Given entries =>
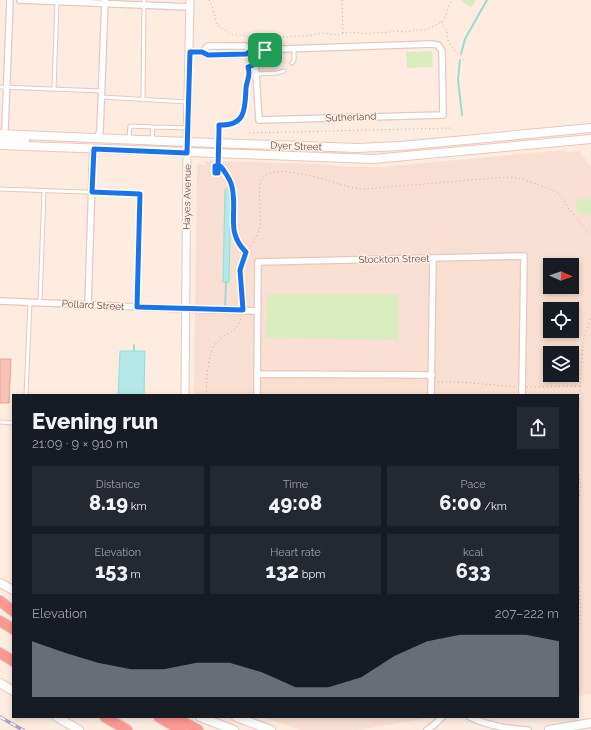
<!DOCTYPE html>
<meta charset="utf-8">
<style>
body{margin:0;font-family:Raleway,sans-serif;background:#242831;color:#f1f3f6;height:100vh;display:flex;flex-direction:column;font-size:15px;white-space:nowrap}
*{box-sizing:border-box;margin:0}
p{font-size:13px;color:#9ea1a6}
.icon{flex:none;width:22px;height:22px;fill:none;stroke:currentColor;stroke-width:2;stroke-linecap:round;stroke-linejoin:round}
.map{position:relative;flex:1;overflow:hidden}
.details{position:absolute;left:12px;top:394px;width:567px;height:324px;display:flex;flex-direction:column;background:#171b24;border-radius:0px;box-shadow:0 2px 6px #0003}
.details>*{flex:none}
.needle{width:26px;rotate:92deg}
.controls{position:absolute;left:543px;top:258px;display:grid;gap:8px}
.controls a{display:grid;place-items:center;width:36px;height:36px;border-radius:0px;background:#171b24;box-shadow:0 2px 6px #0003;font-size:20px}
.pin{position:absolute;display:grid;place-items:center;width:34px;height:34px;color:#fff;margin:-17px;border-radius:8px;box-shadow:0 2px 6px #0006}
.round{display:grid;place-items:center;flex:none;width:42px;height:42px;border-radius:0px;background:#242831}
.headline{display:flex;align-items:center;justify-content:space-between;height:68px;padding:0 20px}
h1{font-size:22px;font-weight:800;line-height:30px}
.figures{display:grid;grid-template-columns:repeat(3,1fr);gap:6px;height:68px;padding:4px 20px}
.figures div{display:grid;align-content:center;border-radius:0px;background:#242831;text-align:center}
.figures b{font-size:20px;font-weight:800}
.figures small{font-size:11px;font-weight:400}
.figures p{font-size:11px}
.chart{height:112px;padding:8px 20px}
.chart p{display:flex;justify-content:space-between}
.chart svg{width:100%;height:72px;margin-top:4px;fill:#8c9099;opacity:.7}
.map>svg:first-child{display:block}
.residential{fill:#f8dfd1;fill-rule:evenodd}
.green{fill:#daecbe}
.water{fill:#b3e9e6;stroke:#99dbd8}
.lines{fill:none;stroke-linecap:round;stroke-linejoin:round}
.stream{stroke:#99dbd8;stroke-width:2}
.building{fill:#f6c2b6;stroke:#e9a495}
.service-casing{stroke:#e5c8be;stroke-width:5}
.minor-casing{stroke:#e5c8be;stroke-width:8}
.tertiary-casing{stroke:#e5c8be;stroke-width:9}
.secondary-casing{stroke:#eac7bb;stroke-width:10}
.motorway-casing{stroke:#d9cdcb;stroke-width:12}
.path{stroke:#daa599;stroke-width:1;stroke-dasharray:1 3;stroke-linecap:butt}
.service{stroke:#fff;stroke-width:3}
.minor{stroke:#fff;stroke-width:5.5}
.tertiary{stroke:#fff;stroke-width:7}
.secondary{stroke:#fff;stroke-width:8}
.motorway{stroke:#fd9892;stroke-width:10}
.rail-casing{stroke:#ac9fc8;stroke-width:3.5}
.rail{stroke:#fff1e8;stroke-width:2;stroke-dasharray:6;stroke-linecap:butt}
.path-bridge{stroke:#daa599;stroke-width:1;stroke-dasharray:1 3;stroke-linecap:butt}
.route-casing{stroke:#fff;stroke-width:8}
.route{stroke:#1a73e8;stroke-width:5}
.labels{text-anchor:middle;dominant-baseline:central;stroke-width:3;stroke-linejoin:round;paint-order:stroke}
.street-label{font-size:10px;fill:#774d45;stroke:#fff1e8}
</style>
<div class="map">
<svg width="591" height="730" viewBox="0 0 591 730">
<rect width="100%" height="100%" fill="#feece0"/>
<path class="residential" d="M 566,150 L 566,152 L 580,151 L 591,168 L 591,694 L 578,696 L 578,395 L 194,395 L 197,164 L 206,165 L 206,161 L 320,164 L 347,167 L 381,167 ZM 550,265 L 572,265 L 572,287 L 550,287 ZM 550,309 L 572,309 L 572,331 L 550,331 ZM 550,353 L 572,353 L 572,375 L 550,375 Z
M 262,717 L 427,717 L 424,719 L 357,730 L 301,730 Z"/>
<path class="green" d="M 460,0 L 476,0 L 471,8 Z
M 432,51 L 433,67 L 407,68 L 406,52 Z
M 591,196 L 591,213 L 587,216 L 578,213 L 575,206 L 577,201 L 581,198 L 589,199 Z
M 267,294 L 398,294 L 398,340 L 266,338 Z"/>
<path class="water" d="M 225,189 L 231,189 L 229,282 L 223,282 Z
M 120,351 L 145,351 L 144,395 L 118,395 Z"/>
<g class="lines">
<path class="stream" d="M 461,54 L 465,39 L 487,0
M 460,60 L 458,79 L 462,115
M 225,309 L 226,282
M 134,351 L 134,345"/>
</g>
<path class="building" d="M 0,359 L 11,359 L 9,403 L 0,403 Z"/>
<g class="lines">
<defs>
<path id="service" d="M 292,63 L 294,60 L 294,48
M 256,74 L 277,73 L 284,71
M 0,87 L 102,91
M 54,89 L 57,2
M 102,97 L 187,102
M 143,100 L 144,0
M 153,127 L 188,128
M 129,138 L 130,126 L 153,127 L 152,140
M 0,189 L 140,194 L 137,307
M 40,302 L 44,190
M 26,395 L 30,302
M 0,422 L 13,423"/>
<path id="minor" d="M 20,0 L 190,7
M 432,44 L 438,45 L 442,51 L 443,115 L 259,120 L 256,74 L 253,50 Z
M 208,46 L 245,46 L 253,50 L 246,54 L 208,55 L 202,52 Z
M 189,52 L 202,52
M 3,134 L 5,129 L 10,0
M 97,139 L 100,131 L 105,0
M 0,301 L 186,309 L 258,311
M 88,305 L 93,149
M 257,374 L 432,375
M 257,395 L 258,262 L 524,256 L 522,395
M 431,395 L 433,259
M 470,717 C 488,726 507,729 528,730
M 427,730 L 434,725 L 442,717"/>
<path id="tertiary" d="M 185,395 L 187,142 L 190,0"/>
<path id="secondary" d="M 0,134 L 187,142 L 357,148 L 401,146 L 591,128
M 0,141 L 9,140 L 25,140
M 0,145 L 373,159 L 591,139
M 0,583 L 13,590
M 0,683 L 13,691
M 57,717 L 79,730
M 200,717 L 234,730
M 236,717 L 271,730
M 549,730 L 591,723"/>
<path id="motorway" d="M 0,601 L 13,611
M 0,621 L 13,629
M 0,653 L 13,661
M 105,717 L 127,730
M 159,717 L 181,730
M 174,717 L 198,730"/>
</defs>
<use href="#service" class="service-casing"/>
<use href="#minor" class="minor-casing"/>
<use href="#tertiary" class="tertiary-casing"/>
<use href="#secondary" class="secondary-casing"/>
<use href="#motorway" class="motorway-casing"/>
<path class="path" d="M 209,0 L 213,8 L 217,25 L 233,35 L 244,35 L 255,39 L 271,36 L 288,37 L 296,36 L 306,36 L 323,33 L 337,35 L 349,32 L 369,34 L 374,32 L 384,33 L 394,31 L 407,32 L 412,30 L 426,30 L 443,21 L 446,15 L 449,4 L 453,0
M 342,0 L 343,33
M 441,22 L 447,31 L 448,41 L 451,46 L 466,62
M 219,131 L 219,125 C 254,126 243,96 250,74
M 249,133 L 451,128
M 218,168 L 218,173 L 215,173 L 215,166 L 220,166 L 222,168 C 228,177 233,185 234,196 C 236,218 227,235 246,252
M 242,304 C 241,287 238,269 246,253 C 250,244 258,237 260,227 C 262,214 257,191 261,181 C 269,159 331,182 347,186 C 353,188 359,189 365,189 L 506,177 L 523,179 L 557,192 L 562,197 L 569,209 L 591,236
M 438,382 C 464,381 490,385 516,387
M 527,387 L 581,386
M 206,395 C 207,381 207,358 214,346 C 222,332 238,335 241,317
M 578,419 L 583,342 L 591,316
M 578,471 L 581,487 L 578,503
M 578,571 L 581,613 L 578,633"/>
<use href="#service" class="service"/>
<use href="#minor" class="minor"/>
<use href="#tertiary" class="tertiary"/>
<use href="#secondary" class="secondary"/>
<use href="#motorway" class="motorway"/>
<defs>
<path id="rail" d="M 0,717 L 23,730"/>
</defs>
<use href="#rail" class="rail-casing"/>
<use href="#rail" class="rail"/>
<path class="path-bridge" d="M 218,168 L 219,131"/>
</g>
<g class="lines">
<defs>
<path id="route" d="M 265,50 L 253,50 L 246,54 L 208,55 L 202,52 L 190,52 L 187,153 L 94,149 L 92,192 L 140,194 L 137,307 L 243,310 L 240,270 L 246,252 C 225,232 238,212 232,187 C 231,180 226,174 222,168 L 220,166 L 215,166 L 215,173 L 218,173 L 218,168 L 219,131 L 219,125 C 246,126 245,109 246,88 C 247,79 251,76 248,67 L 260,62 L 265,54 L 265,50"/>
</defs>
<use href="#route" class="route-casing"/>
<use href="#route" class="route"/>
</g>
<g class="labels">
<g class="street-label">
<text transform="translate(351 117) rotate(-2)">Sutherland</text>
<text transform="translate(296 146) rotate(2)">Dyer Street</text>
<text transform="translate(187 197) rotate(-89)">Hayes Avenue</text>
<text transform="translate(394 259) rotate(-1)">Stockton Street</text>
<text transform="translate(93 305) rotate(3)">Pollard Street</text>
</g>
</g>
</svg>
<div class="controls">
<a><svg class="needle" viewBox="-14 -14 28 28"><path d="M0-13l5 13h-10z" fill="#e53935"/><path d="M0 13l5-13h-10z" fill="#9ea1a6"/></svg></a>
<a><svg class="icon" aria-label="locate" viewBox="0 0 24 24"><circle cx="12" cy="12" r="6"/><path d="M12 2v4M12 18v4M2 12h4M18 12h4"/></svg></a>
<a><svg class="icon" aria-label="layers" viewBox="0 0 24 24"><path d="M12 4l9 5-9 5-9-5zM3 14l9 5 9-5"/></svg></a>
</div>
<div class="pin" style="left:265px;top:50px;background:#1e9e55"><svg class="icon" aria-label="arrive" viewBox="0 0 24 24"><path d="M6 21V4h12l-3 4 3 4H6"/></svg></div>
<section class="details">
<div class="headline"><div><h1>Evening run</h1><p>21:09 · 9 × 910 m</p></div><a class="round"><svg class="icon" aria-label="share" viewBox="0 0 24 24"><path d="M12 15V3M7 8l5-5 5 5M5 13v7h14v-7"/></svg></a></div>
<div class="figures">
<div><p>Distance</p><b>8.19<small> km</small></b></div>
<div><p>Time</p><b>49:08</b></div>
<div><p>Pace</p><b>6:00<small> /km</small></b></div>
</div>
<div class="figures">
<div><p>Elevation</p><b>153<small> m</small></b></div>
<div><p>Heart rate</p><b>132<small> bpm</small></b></div>
<div><p>kcal</p><b>633</b></div>
</div>
<div class="chart"><p><span>Elevation</span>207–222 m</p>
<svg viewBox="0 0 160 44" preserveAspectRatio="none"><path d="M0 44V10L10 17L20 23L30 27L40 27L50 23L60 23L70 29L80 38L90 38L100 32L110 19L120 10L130 6L140 6L150 6L160 10V44z"/></svg>
</div>
</section>
</div>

What you will do => Identify every line above with the string "motorway" in it. Copy those lines.

Expected answer =>
.motorway-casing{stroke:#d9cdcb;stroke-width:12}
.motorway{stroke:#fd9892;stroke-width:10}
<path id="motorway" d="M 0,601 L 13,611
<use href="#motorway" class="motorway-casing"/>
<use href="#motorway" class="motorway"/>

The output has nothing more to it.